# Electrical Help Needed



## Bigred15 (Dec 22, 2008)

My workshop can be divided into 3 sections. First you have the garage, which is where my woodshop resides. Then there is the storage room which is right next to the garage. Last you have my rec room which is upstairs and runs the entire length of the building. I have power run throughout the entire building, and the upstairs is heated. This summer I was planning to put an addition on the back of the building so I could relocate all the woodworking stuff back there and reclaim the garage portion. I preperation for that I decided to check the electrical, what I found was not good. First, to supply power, there is a underground cable run from the breaker box in the house to the one in the shop. The house unit is a 200 Amp box, with a 60 amp breaker for the shop. I'm not sure how many amps the box for the shop is. The 60 amp breaker made me wonder, but I have never had any problems. The shop is where its starts to get messy. Three of the breakers make sense, but the other don't. I have one 50 amp for the AC/Gas Furnace, two 20 amps tied together for a 220 outlet ran upstairs, and one 20 amp for the wall sockets upstairs. Thats pretty standard stuff. The other two breakers are not. First is a 30 amp breaker that is run into the storage room for lights AND wall sockets. This breaker also powers two of the wall sockets in the garage. Then I have another 30 amp breaker that runs lights AND wall sockets in the garage PLUS the lights that are upstairs!!! Knowing this, I am amazed that I have never blown a breaker in the woodshop. Especially when I run the jointer, shop vac and 6 florescent light fixtures all at the same time. Heck, just the jointer and shop vac combine for 26 amps. This can't be good for my tools. I don't know what to do. For sure I'm going to run some extension cords to use the sockets in the storage room to run some of my stuff. But aside from that I don't know what else can be done besides a total rewire. Help!!!


----------



## BHOFM (Oct 14, 2008)

You need to get an electrician to look at what you have.
Do not listen to anything anyone here tells you!


----------



## GeorgeC (Jul 30, 2008)

I agree that you need an electrician to review your status.

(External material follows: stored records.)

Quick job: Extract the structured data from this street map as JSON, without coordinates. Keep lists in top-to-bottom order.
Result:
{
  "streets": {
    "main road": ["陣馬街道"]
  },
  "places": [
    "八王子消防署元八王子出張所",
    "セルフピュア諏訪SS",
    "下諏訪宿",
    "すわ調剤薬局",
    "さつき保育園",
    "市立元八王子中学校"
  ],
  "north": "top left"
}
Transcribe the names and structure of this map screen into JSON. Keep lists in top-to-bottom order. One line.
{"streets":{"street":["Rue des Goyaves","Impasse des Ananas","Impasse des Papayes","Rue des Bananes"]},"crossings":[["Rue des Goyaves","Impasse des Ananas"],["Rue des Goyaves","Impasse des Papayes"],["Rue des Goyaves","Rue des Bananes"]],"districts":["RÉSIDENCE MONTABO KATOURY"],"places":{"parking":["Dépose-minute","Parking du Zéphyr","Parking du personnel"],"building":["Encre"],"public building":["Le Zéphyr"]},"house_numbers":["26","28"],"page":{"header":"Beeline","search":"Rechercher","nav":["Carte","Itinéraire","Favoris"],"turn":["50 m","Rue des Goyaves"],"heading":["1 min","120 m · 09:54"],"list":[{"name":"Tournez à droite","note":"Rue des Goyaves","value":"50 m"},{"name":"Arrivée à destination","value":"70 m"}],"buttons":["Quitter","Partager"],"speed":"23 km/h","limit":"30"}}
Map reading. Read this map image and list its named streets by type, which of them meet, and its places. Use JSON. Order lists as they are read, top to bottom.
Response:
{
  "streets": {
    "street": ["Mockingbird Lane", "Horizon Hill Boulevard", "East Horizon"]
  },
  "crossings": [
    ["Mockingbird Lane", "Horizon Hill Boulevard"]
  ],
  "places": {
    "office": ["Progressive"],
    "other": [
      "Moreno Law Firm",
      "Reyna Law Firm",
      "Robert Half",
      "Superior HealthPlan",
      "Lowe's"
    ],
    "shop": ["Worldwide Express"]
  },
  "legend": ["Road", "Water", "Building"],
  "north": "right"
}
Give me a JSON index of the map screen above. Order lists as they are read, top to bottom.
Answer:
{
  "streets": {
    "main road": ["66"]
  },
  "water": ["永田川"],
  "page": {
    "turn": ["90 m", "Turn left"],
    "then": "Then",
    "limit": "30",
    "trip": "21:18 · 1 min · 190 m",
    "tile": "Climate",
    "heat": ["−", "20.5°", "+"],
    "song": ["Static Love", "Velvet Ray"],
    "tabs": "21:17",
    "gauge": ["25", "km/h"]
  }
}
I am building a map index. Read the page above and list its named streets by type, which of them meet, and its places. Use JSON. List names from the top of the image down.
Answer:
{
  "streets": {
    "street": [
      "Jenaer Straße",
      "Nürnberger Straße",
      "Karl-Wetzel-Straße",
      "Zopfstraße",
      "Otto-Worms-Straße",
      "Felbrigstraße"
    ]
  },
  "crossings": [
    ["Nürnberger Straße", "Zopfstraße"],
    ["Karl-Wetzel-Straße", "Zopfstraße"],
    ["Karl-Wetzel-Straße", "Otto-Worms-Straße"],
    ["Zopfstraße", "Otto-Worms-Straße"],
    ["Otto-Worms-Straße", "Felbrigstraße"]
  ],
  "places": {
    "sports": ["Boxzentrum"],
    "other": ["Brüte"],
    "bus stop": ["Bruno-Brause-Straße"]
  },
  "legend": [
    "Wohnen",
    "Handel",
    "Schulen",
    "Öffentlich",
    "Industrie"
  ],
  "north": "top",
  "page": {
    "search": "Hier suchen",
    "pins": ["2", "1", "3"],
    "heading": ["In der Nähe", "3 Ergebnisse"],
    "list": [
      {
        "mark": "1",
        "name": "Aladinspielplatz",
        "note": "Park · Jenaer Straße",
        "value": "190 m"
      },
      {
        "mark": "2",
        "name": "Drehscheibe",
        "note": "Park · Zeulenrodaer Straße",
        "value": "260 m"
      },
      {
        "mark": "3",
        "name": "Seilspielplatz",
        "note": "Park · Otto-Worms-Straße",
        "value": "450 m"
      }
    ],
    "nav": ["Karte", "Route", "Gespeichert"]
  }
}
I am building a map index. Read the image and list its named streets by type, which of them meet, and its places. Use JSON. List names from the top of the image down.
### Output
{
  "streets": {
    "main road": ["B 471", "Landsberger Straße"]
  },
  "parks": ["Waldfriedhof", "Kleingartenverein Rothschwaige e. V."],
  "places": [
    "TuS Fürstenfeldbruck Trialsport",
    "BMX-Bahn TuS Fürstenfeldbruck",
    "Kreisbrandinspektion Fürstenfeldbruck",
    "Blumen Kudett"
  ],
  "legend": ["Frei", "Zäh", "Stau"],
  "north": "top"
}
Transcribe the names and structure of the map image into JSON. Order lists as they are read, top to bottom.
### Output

I doubt that it is as bad as you think. I would doubt that your shop vac and jointer combined draw 26 amps. Maybe if both STARTED simultaneously but not steady state running.

G


----------



## BORKBOB (Feb 9, 2009)

Hi Red,

Since you won't listen to me, I'll just ramble anyway:laughing:.

Some terms:

120 volt: one pole (of two) of typical residential electric service.
240 volt: both poles of typical residential service
Neutral: third wire provided by power company. Necessary for 120v. Not necessary for 240v.
Single pole: one side of service equipment, fed by one of the hots from power company.
Double pole: both sides of service equipment, fed by both hots from power company.
Grounding: system of wires (bare or green) throughout building that allow connection to appliance or equipment frames or enclosures. Normally does not carry current. Current carrying only when a fault exists. Entire network is attached to one or more grounding electrodes (rod or pipe) and/or metallic water pipes or rebar in concrete slabs. May not be found in services that predate early 1060's. 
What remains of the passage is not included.